2007. Ahead of the Beijing Summer Olympics, China is portrayed as a land of glittering “instant” cities. But the economy that is driving the country’s growth is powered by coal. A look behind the curtain in Shanxi Provice, China’s primary coal-producing region.
Winner of the 2008 Susan Meiselas Award for Excellence in Photojournalism.









China’s economic boom is powered by coal. In 2007, two colleagues, Wu Nan and Duane Moles, and I went to Shanxi, source of most of China’s coal, to see what life was like in the engine of China’s economy. We found pollution, corruption, and desperation. Giant trucks laden with coal sped through the area, shedding coal dust, which accumulated in small black dunes on the roadsides, where people scooped them up into wheelbarrows. While the town of Xiaoyi had ballooned into a city, the countryside was largely neglected, only attracting attention for the coal that could be found under the surface. One farmer, whose fields had been ruined by mining, criticized the capitalist mine owners who lived well in the cities. He remembered his late teens—the Cultural Revolution—as the happiest time of his life.

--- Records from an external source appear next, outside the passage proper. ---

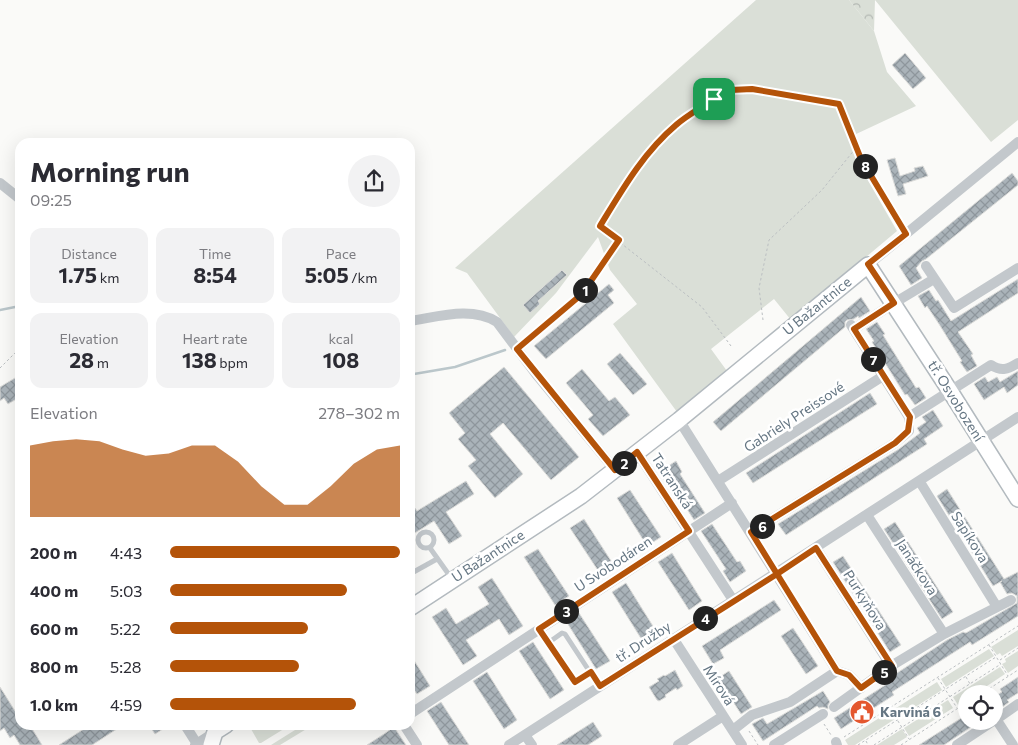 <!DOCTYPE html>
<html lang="en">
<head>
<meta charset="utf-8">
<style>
  :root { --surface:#fff; --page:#f2f2f3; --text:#2b2b33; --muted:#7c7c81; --accent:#b45309 }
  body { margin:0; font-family:Commissioner,sans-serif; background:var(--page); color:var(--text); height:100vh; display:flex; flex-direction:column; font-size:19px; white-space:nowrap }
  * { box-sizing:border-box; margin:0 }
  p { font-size:16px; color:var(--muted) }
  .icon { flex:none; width:28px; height:28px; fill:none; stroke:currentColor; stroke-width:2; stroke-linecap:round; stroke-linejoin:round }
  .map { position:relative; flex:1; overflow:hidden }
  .drawer { position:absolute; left:15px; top:138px; width:400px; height:592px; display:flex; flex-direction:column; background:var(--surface); border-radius:15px; box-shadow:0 5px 20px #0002 }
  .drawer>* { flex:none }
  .controls { position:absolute; left:958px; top:685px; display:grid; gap:10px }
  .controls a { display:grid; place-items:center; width:45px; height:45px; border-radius:50%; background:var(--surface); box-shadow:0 5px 20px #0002; font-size:25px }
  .pin { position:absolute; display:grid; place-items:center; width:42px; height:42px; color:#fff; margin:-21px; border-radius:10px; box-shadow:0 2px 8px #0006 }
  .km { position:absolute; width:25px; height:25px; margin:-12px; border-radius:50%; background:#222; color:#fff; font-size:14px; line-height:25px; text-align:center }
  .round { display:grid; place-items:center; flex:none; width:52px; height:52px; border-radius:26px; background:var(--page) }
  .head { display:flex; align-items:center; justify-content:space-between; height:85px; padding:0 15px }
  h1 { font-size:28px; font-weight:700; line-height:38px }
  .metrics { display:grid; grid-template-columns:repeat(3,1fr); gap:8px; height:85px; padding:5px 15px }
  .metrics div { display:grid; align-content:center; border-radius:12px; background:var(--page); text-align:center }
  .metrics b { font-size:21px; font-weight:700 }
  .metrics small { font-size:14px; font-weight:400 }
  .metrics p { font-size:14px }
  .chart { height:140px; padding:10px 15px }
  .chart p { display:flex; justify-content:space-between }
  .chart svg { width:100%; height:90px; margin-top:5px; fill:var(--accent); opacity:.7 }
  ul { padding:0 15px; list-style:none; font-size:16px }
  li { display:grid; grid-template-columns:80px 60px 1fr; align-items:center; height:38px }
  li i { height:12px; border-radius:6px; background:var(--accent) }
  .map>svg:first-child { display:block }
</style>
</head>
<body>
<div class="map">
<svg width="1018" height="745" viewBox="0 0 1018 745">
  <defs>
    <pattern id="forest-crowns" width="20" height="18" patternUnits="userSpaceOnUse" patternTransform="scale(1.25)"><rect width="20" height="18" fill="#dadfd7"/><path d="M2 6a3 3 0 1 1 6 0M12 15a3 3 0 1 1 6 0" fill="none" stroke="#b4b9b4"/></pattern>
    <pattern id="building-cross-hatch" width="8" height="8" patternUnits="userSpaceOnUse" patternTransform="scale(1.25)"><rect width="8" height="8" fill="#aab3b9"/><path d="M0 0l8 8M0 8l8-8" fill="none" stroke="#8e969c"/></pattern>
  </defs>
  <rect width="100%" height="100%" fill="#fafaf8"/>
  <!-- green -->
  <path fill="#dadfd7" d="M756 0H849L874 31 887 72 916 106 854 135 866 177 897 231 791 320 774 299 711 349 727 371 677 412 613 324 637 304 610 270 598 237 556 293 514 337 467 273 455 268Z
    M875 0H1018V120L991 142Z
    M1018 630V646L1002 656 1000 653 997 655 991 647Z
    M989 649 994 656 946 687 941 679Z
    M1018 651V666L1008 673 1002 664 1006 662 1005 659Z
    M1000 667 1005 674 975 694H966V699L958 705 953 697Z
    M937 682 942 690 898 718 893 710Z
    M948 700 953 708 909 736 904 728Z
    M890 711 895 719 855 745H848L845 740Z
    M254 725H287V727L261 743H259L251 729Z
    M303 725H313L280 745H271Z
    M902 729 907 737 894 745H877Z"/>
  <!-- forest -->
  <path fill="url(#forest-crowns)" d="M849 0H875L874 31Z"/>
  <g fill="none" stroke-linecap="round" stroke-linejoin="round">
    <!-- stream -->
    <path stroke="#bbc7cb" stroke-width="2.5" d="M0 310 20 306
      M410 372 414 374 455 367 505 350"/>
  </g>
  <!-- building -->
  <path fill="url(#building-cross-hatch)" stroke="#dcdcda" d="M905 53 926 78 913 89 892 65Z
    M895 158 900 176 915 171 914 168 923 166 928 176 903 184 906 194 898 196 887 160Z
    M1012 173 1018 181V185L926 259 922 261 916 268 922 278 911 285 899 266Z
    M562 270 567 275 538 301 540 304 530 313 523 305Z
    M1018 279V293L958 332 973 354 971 355 977 366 967 372 960 362 962 361 939 324 927 306 925 308 918 296 929 290 936 301 938 300 951 321Z
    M609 284 614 290 608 295 614 303 546 359 534 346Z
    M861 297 870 311 859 318 858 316 854 319 847 320 845 322V327L721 431 713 422Z
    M877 322 885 334 883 335 916 388 919 387 926 398 915 405 907 394 905 395 872 342 874 341 866 329Z
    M620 353 647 384 633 395 607 364Z
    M504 367 579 457 551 480 503 423 490 434 523 474 495 498 468 466 476 460 458 439 465 433 449 413Z
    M582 369 609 401 615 397 630 415 603 436 588 419 593 415 566 383Z
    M1018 371V385L1007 393 1004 387 984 400 974 384 985 377 988 382 997 377 1000 382Z
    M20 375V397L8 404 4 398 0 401V387Z
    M870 393 877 404 753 483 746 473Z
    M933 410 943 426 924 439 927 444 786 535 778 524 899 449 920 433 917 428 926 422 922 417Z
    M676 461 682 472 680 474 705 513 694 520 669 481 666 483 659 472Z
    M466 481 474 494 446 512 462 536 449 544 434 521 410 536V511L415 508 417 511Z
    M947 489 1004 579 1018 572V616L972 645 970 642 892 692 894 695 841 729 834 718 887 684 885 681 947 640 963 632 966 633 1017 603V596L1012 593 1007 594 1000 582 1002 581 993 586 937 496Z
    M630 490 661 537 647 546 617 498Z
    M584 519 615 567 601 575 570 528Z
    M895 522 953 612 942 619 884 529Z
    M712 524 737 562 740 561 746 571 730 582 723 571 726 569 701 531Z
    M538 549 569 596 555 605 524 557Z
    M672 553 702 601 689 610 658 562Z
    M843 556 901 645 890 652 833 562Z
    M492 578 523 626 509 635 499 619 466 640 477 656 463 665 432 617 446 608 456 624 489 604 478 587Z
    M626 583 656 631 642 640 612 592Z
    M774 600 781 610 720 650 724 658 713 664 702 646Z
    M579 613 610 661 596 669 566 621Z
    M793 628 818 666 806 674 781 636Z
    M533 642 564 690 550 699 519 651Z
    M410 654 430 686 417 694 410 684Z
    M675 670 683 686 677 690 676 688 665 695 666 697 659 701 657 700 649 687 659 681 657 679 664 675 665 676Z
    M729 671 752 707 741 714 718 678Z
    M487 672 517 720 504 729 473 681Z
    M1018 677V693L1007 700 1009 702 994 713V697L1002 692 1000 689Z
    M0 687 20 719V725H23L26 729 31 727 42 745H20L14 735 10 738 4 728 0 731Z
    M823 691 830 702 828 705V709L823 707 819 708 817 706 763 741 752 724 763 718 767 724Z
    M441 702 469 745H449L427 711Z
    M966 715V721H980L944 745H919Z
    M593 722 602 736 588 745H557Z
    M86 725H123L92 745H59L87 727Z
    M149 725H169L155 734Z
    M394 727 406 745H367L384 734Z"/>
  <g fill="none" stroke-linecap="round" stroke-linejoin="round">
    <defs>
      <path id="secondary" d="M410 608 581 496 679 420 868 265 950 391 1018 499
        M211 745 215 732 226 725"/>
    </defs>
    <!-- secondary casing -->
    <use href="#secondary" stroke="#b3babf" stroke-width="18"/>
    <!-- path -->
    <path stroke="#bbbfc2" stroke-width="1" stroke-dasharray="2.5 2.5" stroke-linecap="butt" d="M763 320 759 288 769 240 822 190 855 149
      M525 342 582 294 618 242
      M731 346 702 307 599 226C622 190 643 150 678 123 686 117 695 112 703 106 712 101 723 92 733 90 768 85 805 98 839 104L861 159 900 225
      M0 368 20 348
      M989 645 1008 676
      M1000 660 1018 648
      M966 677 970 684
      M938 678 957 708
      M981 694 1018 670
      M919 707 924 714
      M890 708 909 739
      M824 724 831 735
      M749 731 758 745
      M844 737 1018 626
      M866 741 868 745
      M858 745 996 657
      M874 745 1001 664
      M901 745 966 703"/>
    <!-- lane -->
    <path stroke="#c3c8cc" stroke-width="5" d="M418 540a8 8 0 1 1 16 0a8 8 0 1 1-16 0Z
      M430 548 452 579
      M410 574 437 559
      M539 630 575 682 591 673
      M548 643 562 633 565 634 599 686"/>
    <!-- street -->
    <path stroke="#c3c8cc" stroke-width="10" d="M0 183 20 199
      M868 265 1018 142
      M926 266 954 308 1018 268
      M410 321C438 317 471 306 497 322L536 374 615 470
      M851 325 909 417
      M854 329 894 303 934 279
      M909 417 991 365C1002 372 1008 369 1018 363
      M679 420 837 671
      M637 452 733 600
      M718 481 883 376
      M920 482 997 607
      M867 515 944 634
      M751 532 895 443 909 431V417
      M816 548 891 666
      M673 638 742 745
      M837 671 849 675 861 688
      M834 707 891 666 944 634 1011 600
      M410 714 732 503
      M996 719 1013 745
      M994 721 1018 704
      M185 725 197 744
      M404 725 417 745
      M733 730 752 715 790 702 837 671
      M525 735 532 745
      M836 742 837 745
      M195 745 215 732
      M509 745 1018 417
      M678 745 723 716
      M774 745 823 714
      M957 745 993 721"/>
    <!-- secondary -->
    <use href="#secondary" stroke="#fff" stroke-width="15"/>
  </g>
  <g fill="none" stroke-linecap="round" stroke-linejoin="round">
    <defs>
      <path id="route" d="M714 99C701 108 687 115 676 125 643 153 622 190 600 226L619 240 582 294 517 349 615 470 637 452 689 531 539 629 575 682 591 672 600 686 777 574 837 671 849 675 861 688 892 666 816 548 777 574 751 532 895 443 908 431 910 417 854 329 894 303 868 264 906 234 861 159 839 104 752 89 731 90 714 99"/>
    </defs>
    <!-- route casing -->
    <use href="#route" stroke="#fff" stroke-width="10"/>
    <!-- route -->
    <use href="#route" stroke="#b45309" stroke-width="6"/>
  </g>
  <!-- icons -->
  <defs>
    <symbol id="civic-disc" viewBox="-11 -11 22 22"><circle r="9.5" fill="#e4572e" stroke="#fff"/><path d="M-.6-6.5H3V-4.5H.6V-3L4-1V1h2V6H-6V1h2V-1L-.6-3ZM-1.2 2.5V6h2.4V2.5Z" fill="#fff"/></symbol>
  </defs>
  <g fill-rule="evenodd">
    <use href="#civic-disc" x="848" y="698" width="28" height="28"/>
  </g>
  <g text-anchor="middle" stroke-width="5" stroke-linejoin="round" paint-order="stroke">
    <!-- street labels -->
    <g font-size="14" fill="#657683" stroke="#fff">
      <text transform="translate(817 306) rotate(-39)" y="5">U Bažantnice</text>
      <text transform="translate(956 401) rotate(58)" y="5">tř. Osvobození</text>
      <text transform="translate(794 417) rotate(-33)" y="5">Gabriely Preissové</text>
      <text transform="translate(672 481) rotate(57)" y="5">Tatranská</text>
      <text transform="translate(970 537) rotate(58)" y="5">Sapíkova</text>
      <text transform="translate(488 556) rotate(-33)" y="5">U Bažantnice</text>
      <text transform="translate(613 564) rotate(-33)" y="5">U Svobodáren</text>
      <text transform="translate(917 567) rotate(57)" y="5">Janáčkova</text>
      <text transform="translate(865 600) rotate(58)" y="5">Purkyňova</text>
      <text transform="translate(643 642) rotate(-33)" y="5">tř. Družby</text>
      <text transform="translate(719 685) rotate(57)" y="5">Mírová</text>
    </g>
    <!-- poi labels -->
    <g font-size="14" font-weight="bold" fill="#657683" stroke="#fff" text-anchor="start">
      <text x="880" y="717">Karviná 6</text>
    </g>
  </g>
</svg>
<div class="controls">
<a><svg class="icon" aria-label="locate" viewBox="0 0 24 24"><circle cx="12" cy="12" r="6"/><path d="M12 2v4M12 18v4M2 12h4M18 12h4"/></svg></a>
</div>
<div class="pin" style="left:714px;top:99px;background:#1e9e55"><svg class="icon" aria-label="arrive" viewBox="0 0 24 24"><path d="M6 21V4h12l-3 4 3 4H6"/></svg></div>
<b class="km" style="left:585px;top:290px">1</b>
<b class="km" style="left:624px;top:463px">2</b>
<b class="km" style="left:566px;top:611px">3</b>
<b class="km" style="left:705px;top:618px">4</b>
<b class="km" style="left:884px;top:672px">5</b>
<b class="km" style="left:762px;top:526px">6</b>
<b class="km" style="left:873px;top:359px">7</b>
<b class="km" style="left:865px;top:166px">8</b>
<section class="drawer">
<div class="head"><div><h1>Morning run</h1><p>09:25</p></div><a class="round"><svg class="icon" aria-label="share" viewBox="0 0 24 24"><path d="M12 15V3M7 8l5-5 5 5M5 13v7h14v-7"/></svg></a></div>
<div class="metrics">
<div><p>Distance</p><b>1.75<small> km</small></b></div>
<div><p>Time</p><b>8:54</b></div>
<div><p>Pace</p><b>5:05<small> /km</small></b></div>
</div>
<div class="metrics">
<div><p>Elevation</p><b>28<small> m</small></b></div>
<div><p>Heart rate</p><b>138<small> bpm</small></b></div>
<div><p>kcal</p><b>108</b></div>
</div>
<div class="chart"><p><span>Elevation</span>278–302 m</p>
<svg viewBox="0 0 160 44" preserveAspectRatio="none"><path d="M0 44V9L10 7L20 6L30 7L40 11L50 14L60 13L70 9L80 9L90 17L100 29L110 38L120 38L130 29L140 18L150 11L160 9V44z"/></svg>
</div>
<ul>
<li><b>200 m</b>4:43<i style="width:100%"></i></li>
<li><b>400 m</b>5:03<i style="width:77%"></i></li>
<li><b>600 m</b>5:22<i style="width:60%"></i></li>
<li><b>800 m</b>5:28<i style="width:56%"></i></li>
<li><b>1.0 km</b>4:59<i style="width:81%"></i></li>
</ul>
</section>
</div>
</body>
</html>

The foundations of the village of Hao Jiazhai were literally being undermined by the illegal mining tunnels beneath. There we met Hao Hualin, 25, who had spoken on television with CCTV in an attempt to publicize the plight of his village, where the coal company was withholding compensation for the damage it caused. His reward: hired thugs smashed the windows of his house, and beat him and his mother. (Watch his story at Frontline/World.) Meanwhile, Piandian, a slightly larger village on a nearby ridge, paid tribute to the god of coal by staging a traditional opera with a traveling troupe.
Everyone we spoke with expected the coal to run out.